In [None]:
import numpy as np
import pandas as pd
import matplotlib.pyplot as plt
import seaborn as sns
from scipy import stats
import os
import random

First let's look at the columns_description, seems interesting...

In [None]:
# desc_df = pd.read_csv('../input/credit-card/columns_description.csv')

BUT! If we run the commented out line it gives us an error. Turns out columns_description.csv is actually a weirdly formatted .xls file. You can download it from the main dataset page: https://www.kaggle.com/mishra5001/credit-card?select=columns_description.csv, and analyse it, but otherwise let's just leave it be.

On to the next file

In [None]:
df_app = pd.read_csv('../input/credit-card/application_data.csv')

Great, it's actually a CSV file. And now we've used `pandas` to import it as a `DataFrame` instance (hence the "df" in the name). How big is it I wonder?

In [None]:
print(df_app.shape)

Ok, about 300,000 rows, 122 columns. That's a lot of data. What does it look like?

In [None]:
df_app.head()

The most important column here is `TARGET`. The description for this variable is:

> Target variable (1 - client with payment difficulties: he/she had late payment more than X days on at least one of the first Y installments of the loan in our sample, 0 - all other cases)

Basically, this is the variable that the dataset is centered around. If this were a modeling competition, it would be the one we had to try to predict. Looking at the description it seems ot boil down to "did the perosn who made this application later miss a bunch of payments (a.k.a. credit card fraud, which also includes accidental fraud)?"

Let's see how many people committed fraud.

In [None]:
print("number of people who committed fraud:", df_app["TARGET"].sum())
print("proportion of people who committed fraud:", df_app["TARGET"].sum() / len(df_app))

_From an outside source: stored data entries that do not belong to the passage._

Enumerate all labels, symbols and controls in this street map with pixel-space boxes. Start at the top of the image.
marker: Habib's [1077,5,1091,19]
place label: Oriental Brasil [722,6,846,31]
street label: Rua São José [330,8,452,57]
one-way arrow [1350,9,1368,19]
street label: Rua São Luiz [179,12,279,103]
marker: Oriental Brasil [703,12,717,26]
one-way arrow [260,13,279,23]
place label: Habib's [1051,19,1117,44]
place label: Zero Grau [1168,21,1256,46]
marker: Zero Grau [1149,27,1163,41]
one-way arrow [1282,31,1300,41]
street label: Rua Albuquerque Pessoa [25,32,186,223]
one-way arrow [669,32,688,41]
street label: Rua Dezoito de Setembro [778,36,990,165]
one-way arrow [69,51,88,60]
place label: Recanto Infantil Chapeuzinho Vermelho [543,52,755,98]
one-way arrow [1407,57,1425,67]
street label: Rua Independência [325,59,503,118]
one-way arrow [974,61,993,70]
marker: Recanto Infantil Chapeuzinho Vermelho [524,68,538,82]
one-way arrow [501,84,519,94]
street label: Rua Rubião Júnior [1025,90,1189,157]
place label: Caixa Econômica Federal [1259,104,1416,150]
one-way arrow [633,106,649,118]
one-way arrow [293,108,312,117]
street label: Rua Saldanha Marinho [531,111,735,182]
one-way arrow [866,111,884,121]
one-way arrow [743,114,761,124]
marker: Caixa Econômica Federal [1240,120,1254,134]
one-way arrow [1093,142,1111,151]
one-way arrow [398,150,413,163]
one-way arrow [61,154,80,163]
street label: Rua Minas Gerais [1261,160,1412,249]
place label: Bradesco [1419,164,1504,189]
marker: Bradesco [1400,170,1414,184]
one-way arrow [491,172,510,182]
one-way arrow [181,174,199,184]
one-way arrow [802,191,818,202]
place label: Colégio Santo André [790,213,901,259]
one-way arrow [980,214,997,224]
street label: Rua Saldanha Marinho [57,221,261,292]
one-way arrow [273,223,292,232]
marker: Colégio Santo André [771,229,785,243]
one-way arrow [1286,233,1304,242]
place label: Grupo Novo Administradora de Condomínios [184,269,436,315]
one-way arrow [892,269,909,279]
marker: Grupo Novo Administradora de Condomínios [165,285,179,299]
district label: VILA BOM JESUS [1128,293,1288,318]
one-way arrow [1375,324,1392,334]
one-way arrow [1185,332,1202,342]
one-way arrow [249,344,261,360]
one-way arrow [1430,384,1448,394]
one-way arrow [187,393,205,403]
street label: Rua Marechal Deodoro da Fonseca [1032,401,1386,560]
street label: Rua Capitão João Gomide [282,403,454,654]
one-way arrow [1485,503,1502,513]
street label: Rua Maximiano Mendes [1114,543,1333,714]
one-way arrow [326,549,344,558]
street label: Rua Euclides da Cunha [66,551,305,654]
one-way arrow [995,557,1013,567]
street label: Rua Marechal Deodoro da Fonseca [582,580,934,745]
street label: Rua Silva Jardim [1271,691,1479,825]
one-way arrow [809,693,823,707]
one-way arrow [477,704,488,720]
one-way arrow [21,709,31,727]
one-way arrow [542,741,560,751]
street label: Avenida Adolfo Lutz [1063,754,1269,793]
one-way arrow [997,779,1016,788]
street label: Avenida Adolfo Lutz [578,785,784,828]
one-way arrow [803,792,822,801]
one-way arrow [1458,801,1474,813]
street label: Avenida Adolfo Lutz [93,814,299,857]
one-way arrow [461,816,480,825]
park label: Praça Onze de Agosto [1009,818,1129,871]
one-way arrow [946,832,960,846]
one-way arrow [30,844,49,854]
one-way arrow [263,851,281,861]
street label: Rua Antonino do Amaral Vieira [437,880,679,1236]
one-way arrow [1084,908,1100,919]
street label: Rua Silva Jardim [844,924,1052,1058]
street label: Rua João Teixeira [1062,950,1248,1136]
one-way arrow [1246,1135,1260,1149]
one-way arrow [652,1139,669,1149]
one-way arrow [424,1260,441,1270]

Now let's look at the other columns. Are there any columns that look like they might be predictive of fraud?

In [None]:
list(df_app.columns)

`FLAG_OWNS_CAR` seems a likely candidate. I bet peole who own cars are less likely to miss payments. Let's see if this bears out in the data. First we'll create a new dataframe containing only those rows belonging to applicants who own cars.

In [None]:
car_owners = df_app[df_app["FLAG_OWN_CAR"] == "Y"]
print(car_owners.shape)

Looks like there are about 100,000 car owners in the data, around 1/3rd of the dataset. Now let's see if fraud is more or less common among car owners.

In [None]:
def show_fraud_prop(df):
    print("number of rows in dataframe:", len(df))
    print("number of positive targets:", df["TARGET"].sum())
    print("proportion of positive targets:", df["TARGET"].sum() / len(df))
    
show_fraud_prop(car_owners)

Hmm.. apparently car owners are slightly less likely to commit fraud, but only slightly. How about men vs women? First lets see what values are in this column:

In [None]:
df_app["CODE_GENDER"].value_counts()

Apparently there are basically only two genders in this dataset, now which one commits more fraud? Probably the men right?

In [None]:
print("male fraud")
show_fraud_prop(df_app[df_app["CODE_GENDER"] == "M"])
print("female fraud")
show_fraud_prop(df_app[df_app["CODE_GENDER"] == "F"])

Knew it lol. Ok, how about income, let's use `pandas`'s `describe()` function to get a better idea about the distribution of the `AMT_INCOME_TOTAL` column:

In [None]:
df_app["AMT_INCOME_TOTAL"].describe()

Nice not having to calculate all those stats manually. Ok now let's compare fraud among high earners to fraud among low earners.

In [None]:
print("high earner fraud")
show_fraud_prop(df_app[df_app["AMT_INCOME_TOTAL"] > 2.025000e+05])

print("low earner fraud")
show_fraud_prop(df_app[df_app["AMT_INCOME_TOTAL"] < 1.125000e+05])

There isn't too much difference here... Ok, enough messing around, let's start plotting! We'll start simple. Let's create a bar chart over the gender data we were looking at earlier, using the python plotting library `seaborn` (imported as `sns`)

In [None]:
sns.countplot(x="CODE_GENDER", data=df_app)

That was easy eh? As we can see, it's plotted the number of rows in the dataset with male vs female applicants. Let's try another categorical column:

In [None]:
sns.countplot(x="NAME_CONTRACT_TYPE", data=df_app)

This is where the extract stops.